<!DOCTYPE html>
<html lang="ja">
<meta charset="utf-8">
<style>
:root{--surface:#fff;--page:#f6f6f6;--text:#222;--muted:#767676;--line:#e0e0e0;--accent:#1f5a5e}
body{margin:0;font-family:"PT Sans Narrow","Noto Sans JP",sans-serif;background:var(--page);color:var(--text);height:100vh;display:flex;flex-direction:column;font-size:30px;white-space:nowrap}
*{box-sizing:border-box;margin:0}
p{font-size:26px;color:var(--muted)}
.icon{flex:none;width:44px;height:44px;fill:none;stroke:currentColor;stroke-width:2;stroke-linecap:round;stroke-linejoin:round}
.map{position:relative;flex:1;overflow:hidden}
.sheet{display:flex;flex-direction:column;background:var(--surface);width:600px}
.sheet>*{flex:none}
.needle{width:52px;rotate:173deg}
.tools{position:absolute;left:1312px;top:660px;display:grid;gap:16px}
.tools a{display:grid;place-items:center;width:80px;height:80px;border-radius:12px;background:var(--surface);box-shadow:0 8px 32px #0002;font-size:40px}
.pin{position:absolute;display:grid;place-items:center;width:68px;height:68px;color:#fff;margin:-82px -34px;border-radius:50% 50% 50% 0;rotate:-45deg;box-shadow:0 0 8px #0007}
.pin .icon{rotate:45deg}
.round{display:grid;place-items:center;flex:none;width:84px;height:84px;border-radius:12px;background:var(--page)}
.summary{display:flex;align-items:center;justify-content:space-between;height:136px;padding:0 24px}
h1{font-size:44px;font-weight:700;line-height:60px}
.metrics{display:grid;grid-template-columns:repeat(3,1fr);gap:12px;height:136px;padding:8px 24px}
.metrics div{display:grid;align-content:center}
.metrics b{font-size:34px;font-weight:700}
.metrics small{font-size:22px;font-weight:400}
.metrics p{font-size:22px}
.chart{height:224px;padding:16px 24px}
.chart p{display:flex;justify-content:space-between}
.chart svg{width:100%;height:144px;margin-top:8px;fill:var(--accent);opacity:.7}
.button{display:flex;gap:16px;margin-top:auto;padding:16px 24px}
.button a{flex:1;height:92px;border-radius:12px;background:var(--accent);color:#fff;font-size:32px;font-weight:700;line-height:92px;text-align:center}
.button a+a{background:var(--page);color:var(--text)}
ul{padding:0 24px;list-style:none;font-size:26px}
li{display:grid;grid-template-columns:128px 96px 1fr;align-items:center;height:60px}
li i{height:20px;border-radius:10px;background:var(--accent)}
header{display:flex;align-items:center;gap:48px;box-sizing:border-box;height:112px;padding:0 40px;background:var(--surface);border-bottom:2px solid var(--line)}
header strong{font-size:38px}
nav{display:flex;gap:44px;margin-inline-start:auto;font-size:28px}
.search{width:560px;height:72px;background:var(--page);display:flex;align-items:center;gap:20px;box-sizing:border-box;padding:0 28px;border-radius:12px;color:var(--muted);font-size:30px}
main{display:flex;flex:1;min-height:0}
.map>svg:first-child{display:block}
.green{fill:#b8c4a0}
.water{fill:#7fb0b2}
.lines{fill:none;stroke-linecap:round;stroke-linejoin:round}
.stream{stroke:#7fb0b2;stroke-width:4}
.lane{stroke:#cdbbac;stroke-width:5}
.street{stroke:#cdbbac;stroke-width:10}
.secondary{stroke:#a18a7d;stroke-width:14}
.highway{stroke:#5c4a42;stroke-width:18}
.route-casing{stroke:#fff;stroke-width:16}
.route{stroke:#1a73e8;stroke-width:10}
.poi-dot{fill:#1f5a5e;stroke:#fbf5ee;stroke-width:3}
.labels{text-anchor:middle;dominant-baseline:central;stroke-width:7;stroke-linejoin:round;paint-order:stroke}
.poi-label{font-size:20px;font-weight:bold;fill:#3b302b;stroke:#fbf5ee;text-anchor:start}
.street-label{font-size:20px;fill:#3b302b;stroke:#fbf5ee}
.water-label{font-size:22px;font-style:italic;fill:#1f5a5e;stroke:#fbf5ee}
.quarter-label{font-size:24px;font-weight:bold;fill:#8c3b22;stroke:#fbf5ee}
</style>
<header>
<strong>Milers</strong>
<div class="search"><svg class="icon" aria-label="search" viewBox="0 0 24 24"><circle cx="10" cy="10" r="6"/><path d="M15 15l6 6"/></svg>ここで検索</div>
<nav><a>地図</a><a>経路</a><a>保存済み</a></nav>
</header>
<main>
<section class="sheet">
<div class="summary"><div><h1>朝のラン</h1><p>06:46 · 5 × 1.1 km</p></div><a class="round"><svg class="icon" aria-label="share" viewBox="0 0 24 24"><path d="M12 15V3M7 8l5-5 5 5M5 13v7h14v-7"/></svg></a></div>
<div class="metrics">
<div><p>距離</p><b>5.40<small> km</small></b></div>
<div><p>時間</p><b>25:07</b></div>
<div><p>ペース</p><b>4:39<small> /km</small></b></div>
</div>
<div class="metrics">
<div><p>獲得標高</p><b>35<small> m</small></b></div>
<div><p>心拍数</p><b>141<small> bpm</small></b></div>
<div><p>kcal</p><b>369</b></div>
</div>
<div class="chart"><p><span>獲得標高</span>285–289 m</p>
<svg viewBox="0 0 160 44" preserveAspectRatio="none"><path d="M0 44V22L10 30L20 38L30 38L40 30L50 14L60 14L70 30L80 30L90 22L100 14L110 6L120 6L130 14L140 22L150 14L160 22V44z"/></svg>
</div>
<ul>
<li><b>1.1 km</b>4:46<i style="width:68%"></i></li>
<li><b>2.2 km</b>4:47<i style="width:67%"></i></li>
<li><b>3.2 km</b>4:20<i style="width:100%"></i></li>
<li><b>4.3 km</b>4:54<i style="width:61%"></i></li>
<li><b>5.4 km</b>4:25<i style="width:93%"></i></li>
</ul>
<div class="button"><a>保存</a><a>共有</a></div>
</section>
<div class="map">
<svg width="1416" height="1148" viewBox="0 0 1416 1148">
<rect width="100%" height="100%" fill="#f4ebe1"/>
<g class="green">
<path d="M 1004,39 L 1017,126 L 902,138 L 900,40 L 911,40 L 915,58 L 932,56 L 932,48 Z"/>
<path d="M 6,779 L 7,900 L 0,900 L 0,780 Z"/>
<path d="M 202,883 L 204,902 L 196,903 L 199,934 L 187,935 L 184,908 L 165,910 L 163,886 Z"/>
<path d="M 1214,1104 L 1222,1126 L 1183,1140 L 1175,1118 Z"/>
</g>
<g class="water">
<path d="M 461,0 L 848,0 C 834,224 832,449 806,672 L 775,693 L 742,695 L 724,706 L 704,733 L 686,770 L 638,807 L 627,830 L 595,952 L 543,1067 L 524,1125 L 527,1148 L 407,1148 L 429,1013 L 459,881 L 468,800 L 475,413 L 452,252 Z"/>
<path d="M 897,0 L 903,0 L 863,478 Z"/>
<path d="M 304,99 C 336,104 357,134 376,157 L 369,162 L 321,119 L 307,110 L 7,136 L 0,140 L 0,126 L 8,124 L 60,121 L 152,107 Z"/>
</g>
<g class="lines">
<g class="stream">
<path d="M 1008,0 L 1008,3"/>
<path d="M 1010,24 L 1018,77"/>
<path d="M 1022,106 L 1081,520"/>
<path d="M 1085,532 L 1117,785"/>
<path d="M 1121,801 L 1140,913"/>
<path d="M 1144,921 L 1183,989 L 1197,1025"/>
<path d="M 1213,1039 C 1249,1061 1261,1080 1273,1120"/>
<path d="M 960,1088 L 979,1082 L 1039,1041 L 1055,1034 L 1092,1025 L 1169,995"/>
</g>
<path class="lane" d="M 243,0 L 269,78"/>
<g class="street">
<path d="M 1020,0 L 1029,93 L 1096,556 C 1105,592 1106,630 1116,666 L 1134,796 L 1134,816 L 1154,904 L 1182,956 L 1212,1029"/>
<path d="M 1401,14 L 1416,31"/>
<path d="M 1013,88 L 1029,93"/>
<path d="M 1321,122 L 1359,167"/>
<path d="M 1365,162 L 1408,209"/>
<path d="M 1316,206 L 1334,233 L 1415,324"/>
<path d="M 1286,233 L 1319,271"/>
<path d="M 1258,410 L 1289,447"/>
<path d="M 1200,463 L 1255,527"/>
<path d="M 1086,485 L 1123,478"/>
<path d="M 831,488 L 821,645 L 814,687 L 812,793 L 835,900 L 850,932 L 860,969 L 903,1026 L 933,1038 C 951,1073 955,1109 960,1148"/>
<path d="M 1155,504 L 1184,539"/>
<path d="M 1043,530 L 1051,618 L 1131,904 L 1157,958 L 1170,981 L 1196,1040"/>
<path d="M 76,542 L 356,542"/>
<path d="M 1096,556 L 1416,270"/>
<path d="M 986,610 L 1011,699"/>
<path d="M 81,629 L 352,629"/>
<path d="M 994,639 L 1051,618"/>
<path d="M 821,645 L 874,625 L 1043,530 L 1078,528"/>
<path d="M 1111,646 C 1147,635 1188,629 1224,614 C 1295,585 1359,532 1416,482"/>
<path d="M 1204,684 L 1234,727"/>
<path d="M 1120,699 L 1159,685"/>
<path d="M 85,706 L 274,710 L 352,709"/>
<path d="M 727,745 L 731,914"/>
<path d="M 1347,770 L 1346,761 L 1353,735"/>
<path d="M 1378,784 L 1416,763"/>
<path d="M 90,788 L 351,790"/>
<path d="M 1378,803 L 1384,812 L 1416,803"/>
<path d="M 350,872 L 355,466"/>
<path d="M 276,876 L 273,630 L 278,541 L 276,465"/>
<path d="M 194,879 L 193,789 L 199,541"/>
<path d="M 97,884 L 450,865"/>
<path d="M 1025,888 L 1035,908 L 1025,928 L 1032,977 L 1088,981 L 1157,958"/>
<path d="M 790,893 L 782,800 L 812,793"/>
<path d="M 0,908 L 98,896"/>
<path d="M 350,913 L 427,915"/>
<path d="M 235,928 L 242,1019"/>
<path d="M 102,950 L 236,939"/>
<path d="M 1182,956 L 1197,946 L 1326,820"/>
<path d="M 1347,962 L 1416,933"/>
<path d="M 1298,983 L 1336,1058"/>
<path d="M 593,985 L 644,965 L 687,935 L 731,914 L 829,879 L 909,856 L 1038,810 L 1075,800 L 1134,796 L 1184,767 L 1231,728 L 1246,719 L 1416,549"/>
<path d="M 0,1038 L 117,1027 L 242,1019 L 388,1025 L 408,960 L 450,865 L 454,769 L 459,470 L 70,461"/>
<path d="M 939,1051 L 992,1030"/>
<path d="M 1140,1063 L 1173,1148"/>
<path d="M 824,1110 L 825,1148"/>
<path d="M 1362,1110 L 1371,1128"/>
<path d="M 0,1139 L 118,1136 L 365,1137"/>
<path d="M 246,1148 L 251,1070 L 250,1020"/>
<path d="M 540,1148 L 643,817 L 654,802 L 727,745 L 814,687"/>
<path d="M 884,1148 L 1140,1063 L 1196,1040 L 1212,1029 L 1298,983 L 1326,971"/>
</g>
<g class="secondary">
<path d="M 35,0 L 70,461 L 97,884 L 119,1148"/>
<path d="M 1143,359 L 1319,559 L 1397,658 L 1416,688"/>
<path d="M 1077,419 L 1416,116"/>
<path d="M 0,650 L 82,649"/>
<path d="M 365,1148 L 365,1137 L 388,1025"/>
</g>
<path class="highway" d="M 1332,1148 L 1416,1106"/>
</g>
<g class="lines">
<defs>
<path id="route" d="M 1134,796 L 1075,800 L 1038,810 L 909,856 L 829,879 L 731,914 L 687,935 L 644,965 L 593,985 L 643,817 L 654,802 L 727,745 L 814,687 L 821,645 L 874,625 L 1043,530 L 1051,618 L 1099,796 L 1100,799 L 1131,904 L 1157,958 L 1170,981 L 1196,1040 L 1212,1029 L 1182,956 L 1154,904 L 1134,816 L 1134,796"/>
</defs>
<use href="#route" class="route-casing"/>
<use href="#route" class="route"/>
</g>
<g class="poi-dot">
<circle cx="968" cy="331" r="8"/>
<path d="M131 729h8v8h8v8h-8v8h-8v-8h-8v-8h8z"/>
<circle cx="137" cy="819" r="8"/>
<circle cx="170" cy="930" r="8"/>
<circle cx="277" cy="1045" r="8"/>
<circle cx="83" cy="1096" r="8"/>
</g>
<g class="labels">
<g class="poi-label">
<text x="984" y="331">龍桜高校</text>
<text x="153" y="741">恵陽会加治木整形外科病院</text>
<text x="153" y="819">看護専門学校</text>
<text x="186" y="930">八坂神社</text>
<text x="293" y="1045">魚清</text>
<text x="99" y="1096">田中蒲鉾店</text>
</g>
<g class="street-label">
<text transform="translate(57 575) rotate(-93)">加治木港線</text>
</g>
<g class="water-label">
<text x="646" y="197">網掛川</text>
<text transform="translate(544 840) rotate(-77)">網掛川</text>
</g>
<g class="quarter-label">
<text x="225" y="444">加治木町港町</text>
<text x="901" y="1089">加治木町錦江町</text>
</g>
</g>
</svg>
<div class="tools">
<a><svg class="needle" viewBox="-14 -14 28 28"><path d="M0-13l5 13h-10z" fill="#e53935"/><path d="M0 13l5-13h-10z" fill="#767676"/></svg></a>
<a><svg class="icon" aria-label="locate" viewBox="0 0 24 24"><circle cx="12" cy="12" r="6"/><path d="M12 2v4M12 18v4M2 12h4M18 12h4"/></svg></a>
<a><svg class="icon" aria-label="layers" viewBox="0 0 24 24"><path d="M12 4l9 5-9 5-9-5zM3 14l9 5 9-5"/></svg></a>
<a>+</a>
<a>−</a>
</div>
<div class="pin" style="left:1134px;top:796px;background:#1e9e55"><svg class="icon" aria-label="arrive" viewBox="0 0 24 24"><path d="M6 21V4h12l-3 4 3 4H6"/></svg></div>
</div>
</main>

++++

• [Task] Checking the data above line by line, please work out how many lines include "linecap", and reply with the number only.

• [Response area] 2